To list all the stories and movies that this film ripped off was influenced by would take longer than I have to give as I promised myself not to dedicate more than three paragraphs telling you not to see it. Let's just say that from the opening this film felt very derivative and not in a good way either. We have a macho NYC cop Ralph Sarchie (Eric Bana) who doesn't really believe in the supernatural. There is a somewhat unorthodox Catholic priest Mendoza (Edgar Ramirez) who most definitely believes in the supernatural or more specifically that Evil with a capital "E" exists and is constantly trying to harm humanity. And finally we have the hapless group of soldiers who found something in Iraq which bore all sorts of warnings not to look at it or open it. Unfortunately since the soldiers don't speak the language common in Iraq 4000 years ago they do just that. 
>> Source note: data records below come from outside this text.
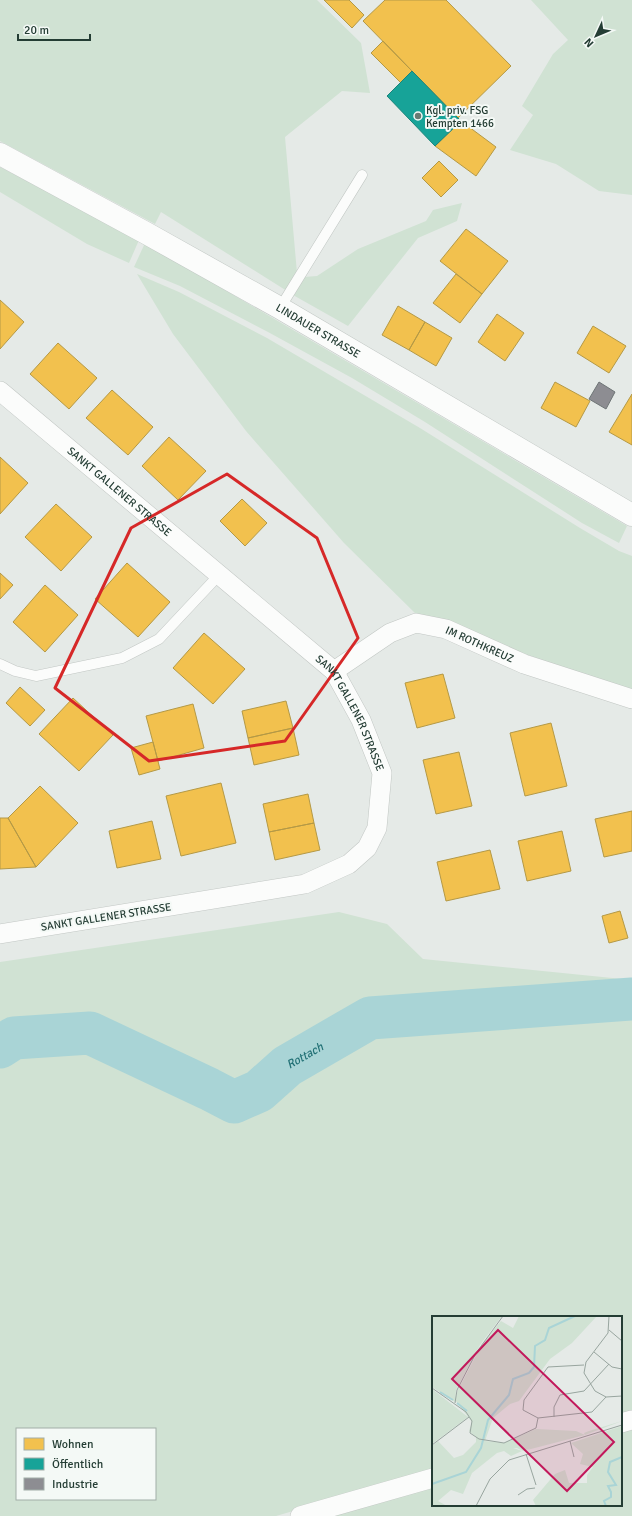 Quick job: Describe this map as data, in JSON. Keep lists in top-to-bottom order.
{
  "streets": {
    "main road": ["LINDAUER STRASSE"],
    "street": ["SANKT GALLENER STRASSE", "IM ROTHKREUZ"]
  },
  "crossings": [
    ["SANKT GALLENER STRASSE", "IM ROTHKREUZ"]
  ],
  "water": ["Rottach"],
  "places": ["Kgl. priv. FSG Kempten 1466"],
  "legend": ["Wohnen", "Öffentlich", "Industrie"],
  "scale_bar": "20 m",
  "north": "bottom left"
} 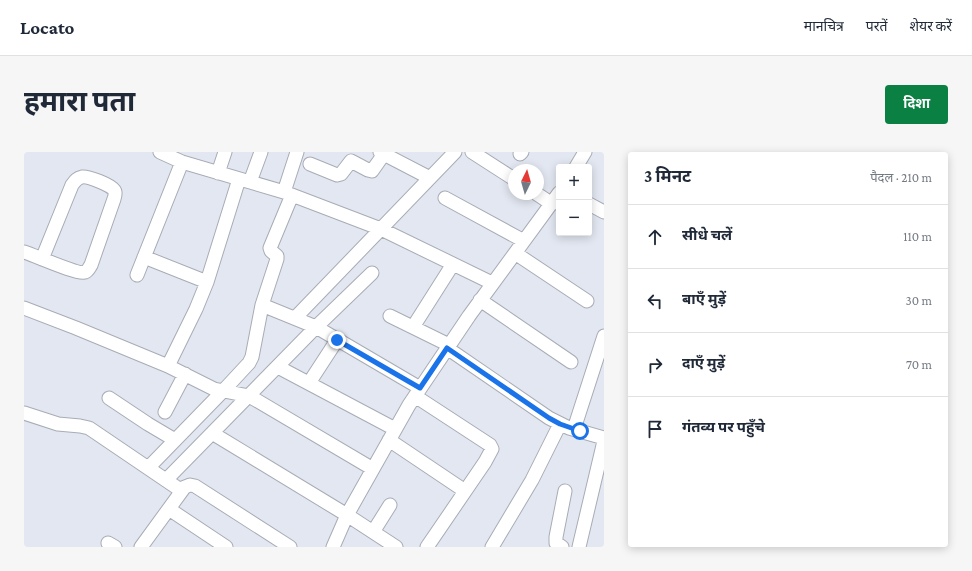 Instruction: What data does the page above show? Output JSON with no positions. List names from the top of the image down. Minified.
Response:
{"north":"top","page":{"header":"Locato","nav":["मानचित्र","परतें","शेयर करें"],"buttons":"दिशा","title":"हमारा पता","heading":["3 मिनट","पैदल · 210 m"],"map_buttons":["+","−"],"list":[["सीधे चलें","110 m"],["बाएँ मुड़ें","30 m"],["दाएँ मुड़ें","70 m"],"गंतव्य पर पहुँचे"]}} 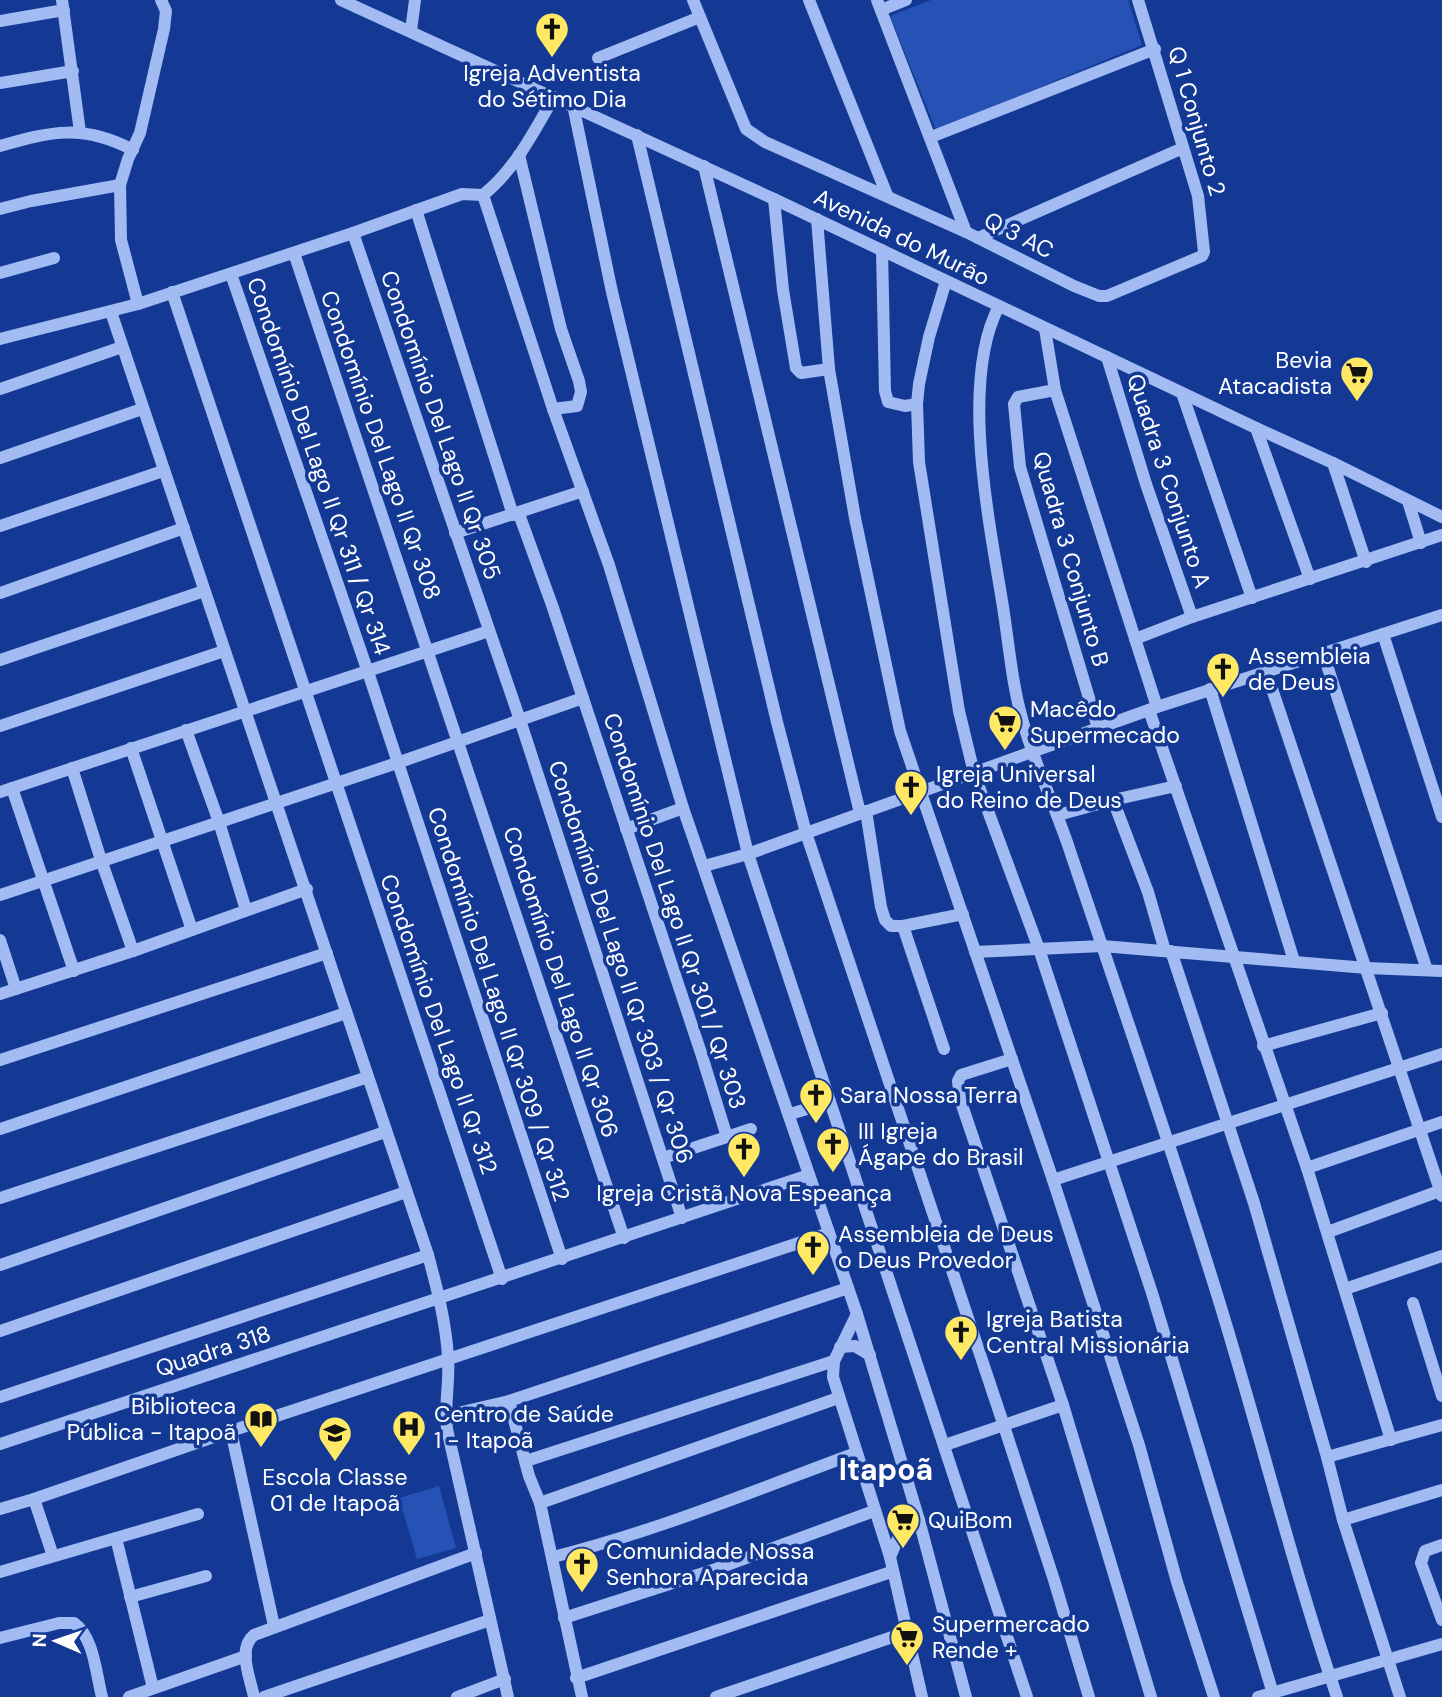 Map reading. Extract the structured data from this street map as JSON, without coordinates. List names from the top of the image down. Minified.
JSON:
{"streets":{"street":["Q 1 Conjunto 2","Q 3 AC","Avenida do Murão","Condomínio Del Lago II Qr 305","Condomínio Del Lago II Qr 308","Condomínio Del Lago II Qr 311 / Qr 314","Quadra 3 Conjunto A","Quadra 3 Conjunto B","Condomínio Del Lago II Qr 301 / Qr 303","Condomínio Del Lago II Qr 303 / Qr 306","Condomínio Del Lago II Qr 306","Condomínio Del Lago II Qr 309 / Qr 312","Condomínio Del Lago II Qr 312","Quadra 318"]},"crossings":[["Q 1 Conjunto 2","Q 3 AC"],["Avenida do Murão","Quadra 3 Conjunto A"],["Condomínio Del Lago II Qr 305","Condomínio Del Lago II Qr 303 / Qr 306"],["Condomínio Del Lago II Qr 308","Condomínio Del Lago II Qr 306"],["Condomínio Del Lago II Qr 311 / Qr 314","Condomínio Del Lago II Qr 309 / Qr 312"],["Condomínio Del Lago II Qr 303 / Qr 306","Quadra 318"],["Condomínio Del Lago II Qr 306","Quadra 318"],["Condomínio Del Lago II Qr 309 / Qr 312","Quadra 318"],["Condomínio Del Lago II Qr 312","Quadra 318"]],"districts":["Itapoã"],"places":{"church":["Igreja Adventista do Sétimo Dia","Assembleia de Deus","Igreja Universal do Reino de Deus","Sara Nossa Terra","III Igreja Ágape do Brasil","Igreja Cristã Nova Espeança","Assembleia de Deus o Deus Provedor","Igreja Batista Central Missionária","Comunidade Nossa Senhora Aparecida"],"supermarket":["Bevia Atacadista","Macêdo Supermecado","QuiBom","Supermercado Rende +"],"library":["Biblioteca Pública - Itapoã"],"hospital":["Centro de Saúde 1 - Itapoã"],"school or university":["Escola Classe 01 de Itapoã"]},"north":"left"} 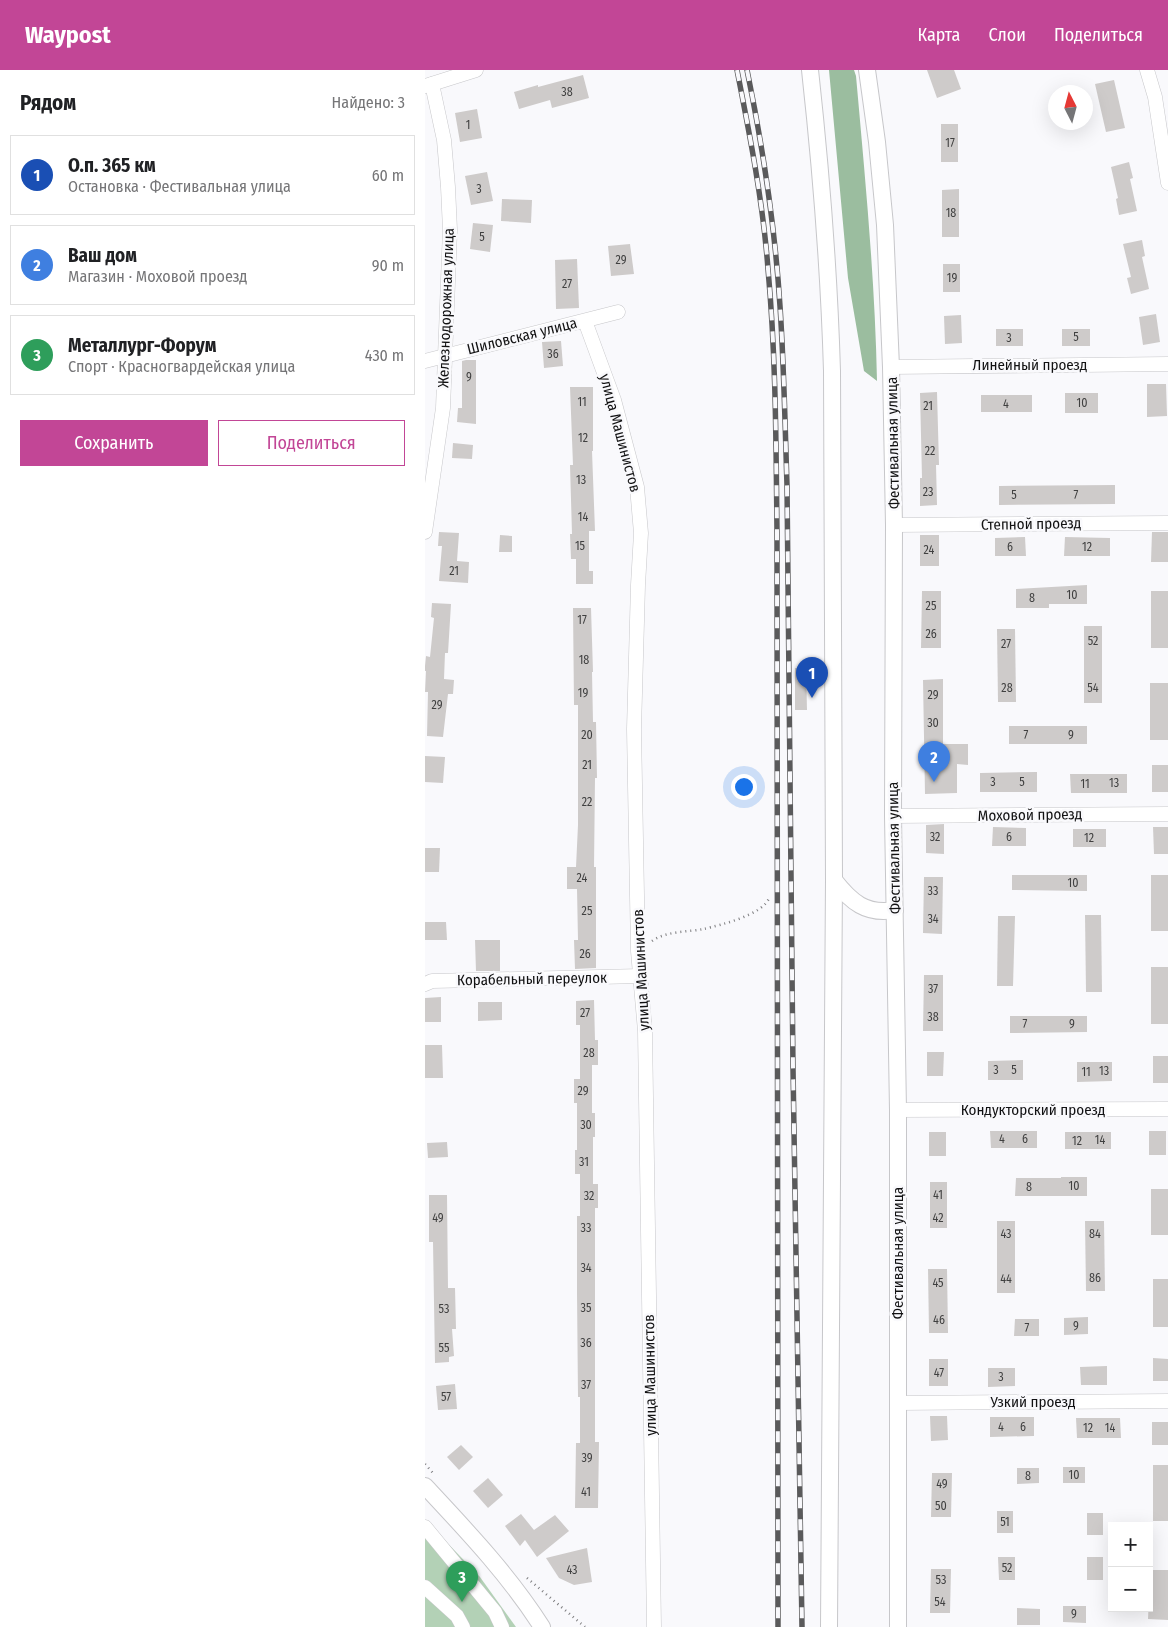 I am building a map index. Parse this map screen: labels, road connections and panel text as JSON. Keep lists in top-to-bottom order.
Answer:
{
  "streets": {
    "main road": ["Фестивальная улица"],
    "street": [
      "Железнодорожная улица",
      "Шиловская улица",
      "Линейный проезд",
      "улица Машинистов",
      "Степной проезд",
      "Моховой проезд",
      "Корабельный переулок",
      "Кондукторский проезд",
      "Узкий проезд"
    ]
  },
  "crossings": [
    ["Железнодорожная улица", "Шиловская улица"],
    ["Шиловская улица", "улица Машинистов"],
    ["Линейный проезд", "Фестивальная улица"],
    ["улица Машинистов", "Корабельный переулок"],
    ["Фестивальная улица", "Степной проезд"],
    ["Фестивальная улица", "Моховой проезд"],
    ["Фестивальная улица", "Кондукторский проезд"],
    ["Фестивальная улица", "Узкий проезд"]
  ],
  "house_numbers": [
    "38",
    "1",
    "17",
    "3",
    "18",
    "5",
    "29",
    "19",
    "27",
    "5",
    "3",
    "36",
    "9",
    "11",
    "10",
    "4",
    "21",
    "12",
    "22",
    "13",
    "23",
    "5",
    "7",
    "14",
    "15",
    "6",
    "12",
    "24",
    "21",
    "10",
    "8",
    "25",
    "17",
    "26",
    "52",
    "27",
    "18",
    "28",
    "54",
    "19",
    "29",
    "29",
    "30",
    "20",
    "7",
    "9",
    "21",
    "3",
    "5",
    "13",
    "11",
    "22",
    "32",
    "6",
    "12",
    "24",
    "10",
    "33",
    "25",
    "34",
    "26",
    "37",
    "27",
    "38",
    "7",
    "9",
    "28",
    "3",
    "5",
    "13",
    "11",
    "29",
    "30",
    "4",
    "6",
    "14",
    "12",
    "31",
    "10",
    "8",
    "41",
    "32",
    "49",
    "42",
    "33",
    "43",
    "84",
    "34",
    "86",
    "44",
    "45",
    "35",
    "53",
    "46",
    "9",
    "7",
    "36",
    "55",
    "47",
    "3",
    "37",
    "57",
    "4",
    "6",
    "12",
    "14",
    "39",
    "10",
    "8",
    "49",
    "41",
    "50",
    "51",
    "52",
    "43",
    "53",
    "54",
    "9"
  ],
  "north": "top",
  "page": {
    "header": "Waypost",
    "nav": ["Карта", "Слои", "Поделиться"],
    "heading": ["Рядом", "Найдено: 3"],
    "list": [
      {
        "mark": "1",
        "name": "О.п. 365 км",
        "note": "Остановка · Фестивальная улица",
        "value": "60 m"
      },
      {
        "mark": "2",
        "name": "Ваш дом",
        "note": "Магазин · Моховой проезд",
        "value": "90 m"
      },
      {
        "mark": "3",
        "name": "Металлург-Форум",
        "note": "Спорт · Красногвардейская улица",
        "value": "430 m"
      }
    ],
    "buttons": ["Сохранить", "Поделиться"],
    "pins": ["1", "2", "3"],
    "map_buttons": ["+", "−"]
  }
}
Well you know the rest. The soldiers come back to the United States and something which isn't of this world comes back with them. Sarchie starts to look into some disturbing events involving some of the soldiers. Cheap jump scares, unexplained noises in Sarchie's daughter's room and other obvious "scary" scenes abound until a knock down drag out fight ensues with unclean spirits. Ho-hum. Other directors executed this story much better in Fallen or for that matter The Conjuring.  I thought this film failed to capture both the sense of wonder and of dread that would exist if someone, even someone who was already a devout Christian, received undeniable proof that there are supernatural entities of malign intent in this world. The film would have been more impressive if such entities had had a plan that didn't involve scaring or possibly killing a little girl as their main goal. I mean according to the stories these are creatures who were tossed out of Heaven untold eons ago during a rebellion and have been plotting revenge ever since. Maybe they should set their goals a little higher? The story was supposedly based in part on real life events.